2024年11月23日(土)

個人美術館ものがたり

2009年10月20日

 その大塚グループ発祥の地が、四国・徳島県の鳴門市なのだ。美術陶板発想のモトは、鳴門の海の白砂である。これを何とか価値あるものに出来ないか、というところから、まずは建築用外壁の大型陶板が生れた。その製造技術が安定しはじめたころに、オイルショック。それならこれにもっと付加価値をつけた高度なものを、というので、世界の名画を原寸大で見られる美術陶板、という発想が生れた。正にピンチから生れた逆転の発想。

大塚正士氏 (1916~2000年)

 

 きっかけは、墓地だ。大塚正士氏がロシアに旅行したとき、フルシチョフの墓を見学した。当地の風習で、墓石には写真が貼りつけてある。ビニールでパックしてあるので水分からは護られているが、陽に晒されて無残にも色褪せている。写真を陶板に焼きつけたら変色せずに保てるはず……、その考えが名画の美術陶板というものに結びついた。

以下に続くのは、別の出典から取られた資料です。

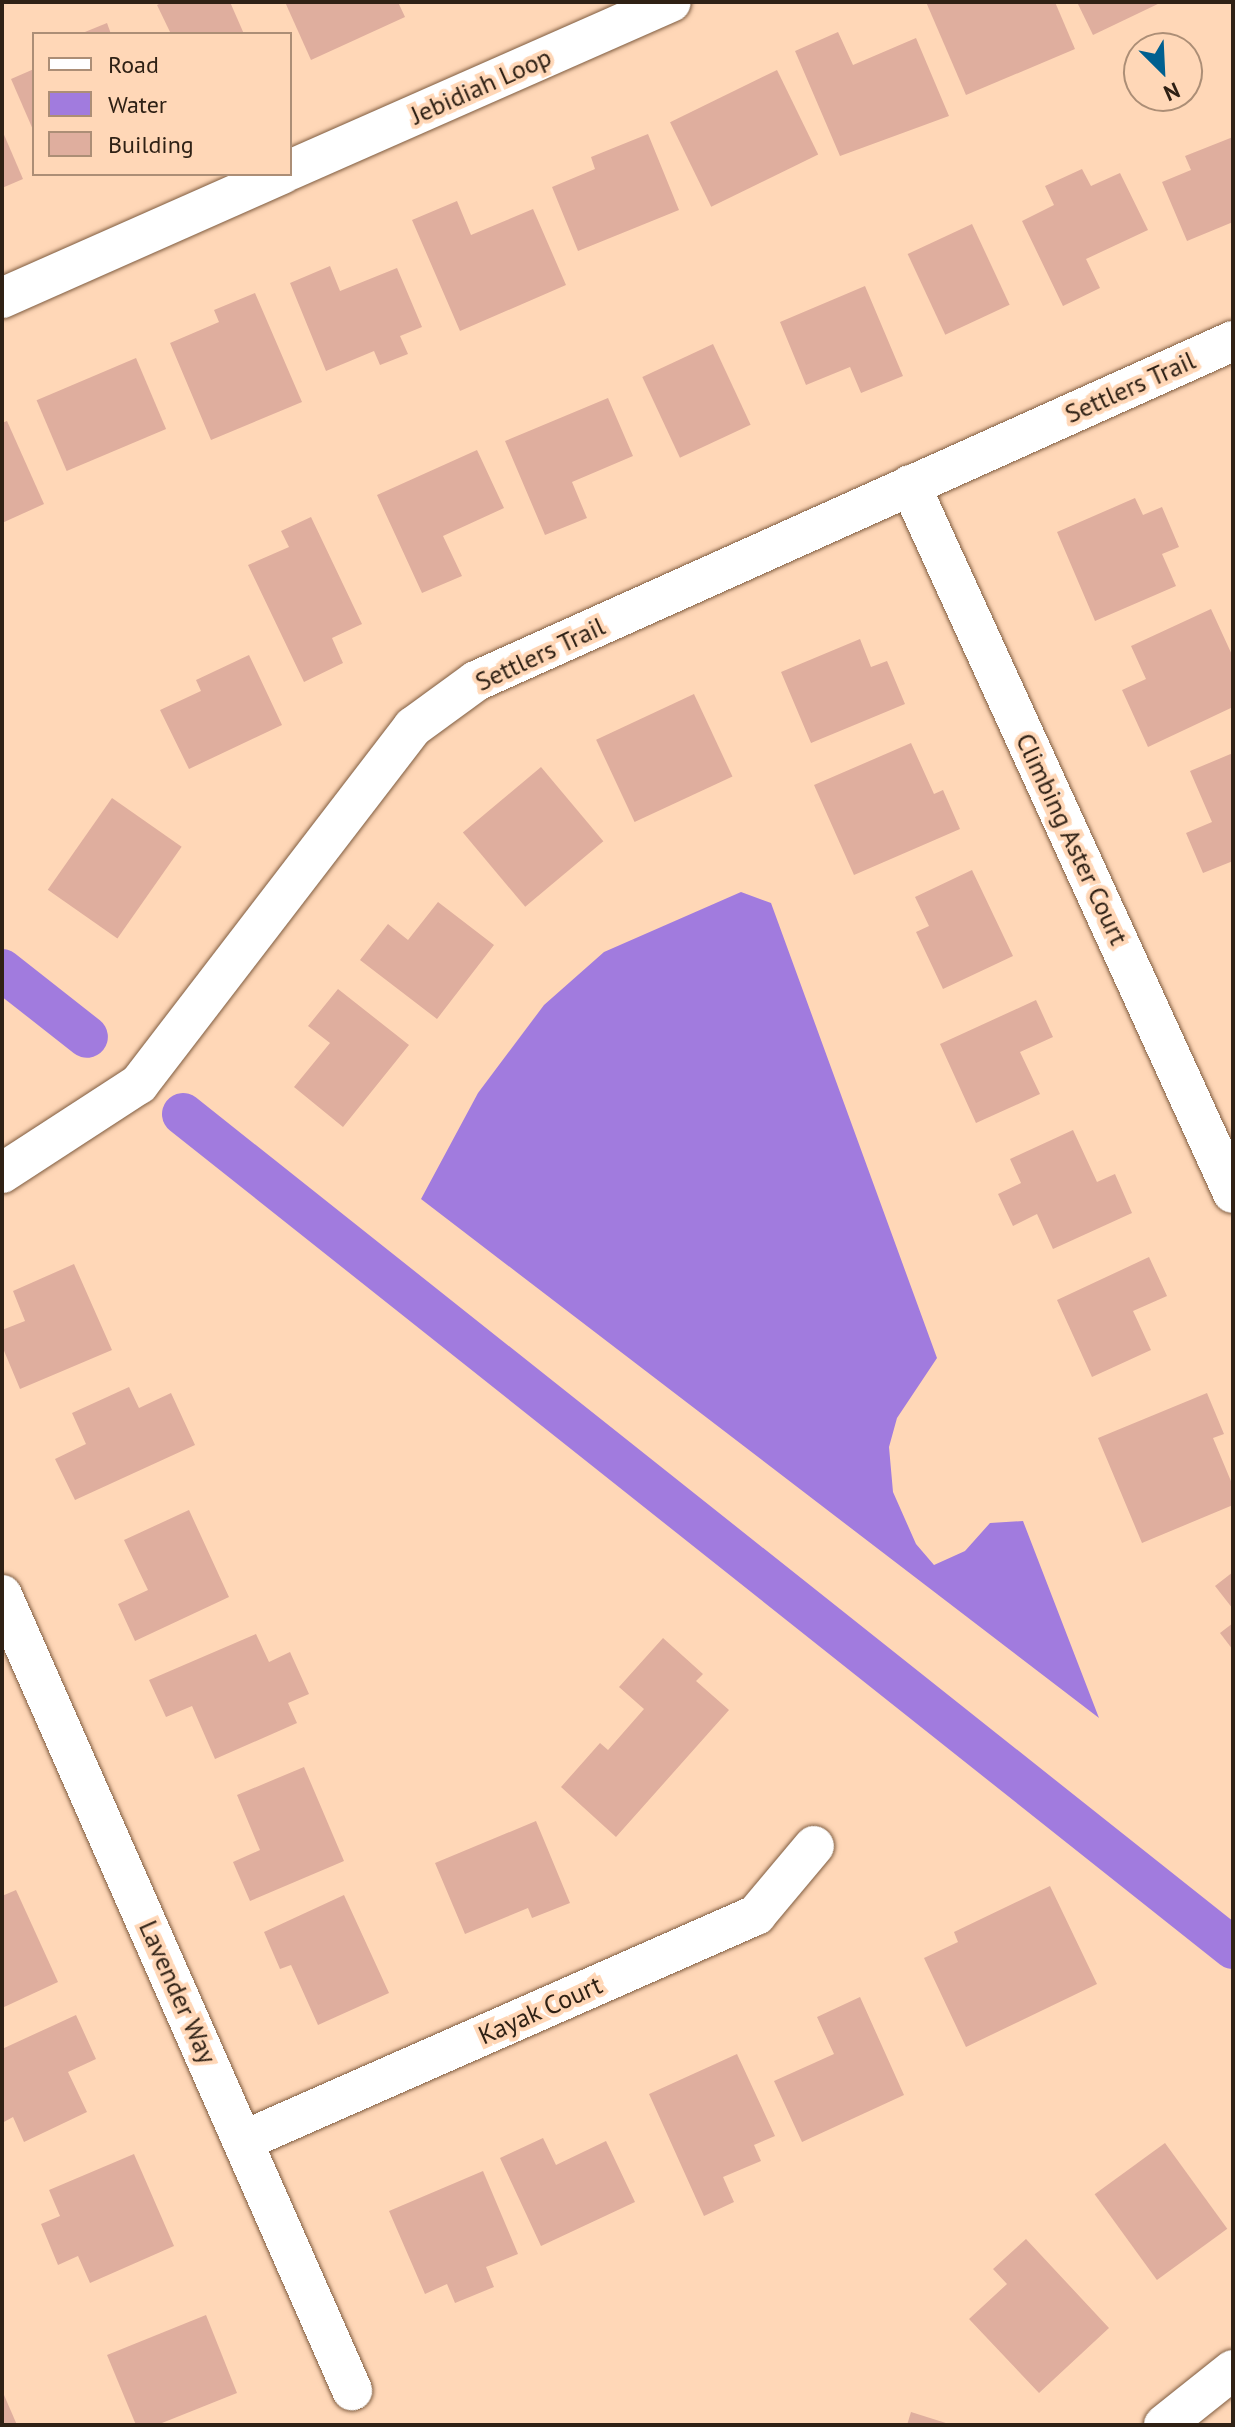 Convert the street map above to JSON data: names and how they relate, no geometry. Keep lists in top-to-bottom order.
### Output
{
  "streets": {
    "street": [
      "Jebidiah Loop",
      "Settlers Trail",
      "Climbing Aster Court",
      "Lavender Way",
      "Kayak Court"
    ]
  },
  "crossings": [
    ["Settlers Trail", "Climbing Aster Court"],
    ["Lavender Way", "Kayak Court"]
  ],
  "legend": ["Road", "Water", "Building"],
  "north": "bottom right"
}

 折しも大塚グループの創業75周年に何か文化事業を、という流れがこの美術館構想に拍車をかけた。75周年だから75億円をかけて、というのが、結果的には400億円の大事業となった。これは建物、土地代、陶板製作に版権料もすべて含めた金額である。

 まずは美術館を見てみよう。この場所は国立公園内なので、建物は高さなどに厳しい制約がある。そこで大部分は山並を壊さぬよう地下に埋められている。県道に面した正面玄関を入り、長いエスカレーターを昇り、まず展示の第一室に入ると、そこがいきなりヴァチカン宮のシスティーナ礼拝堂だ。大きい。はるか高い天井には美術史で何度も習ったミケランジェロの「天地創造」があり、正面の壁には「最後の審判」がある。ぼくはヴァチカンには行ったことがないが、その体験をあらかじめサービスされた気持だ。現地に行けばもっと緊張があるのだろうが、ここでは緊張抜きで、その壮大さがたっぷりと味わえる。緊張がないだけに、よくこれだけ巨大な美術空間を原寸大で、寸分たがわず造り上げたものだと、妙な感動に襲われる。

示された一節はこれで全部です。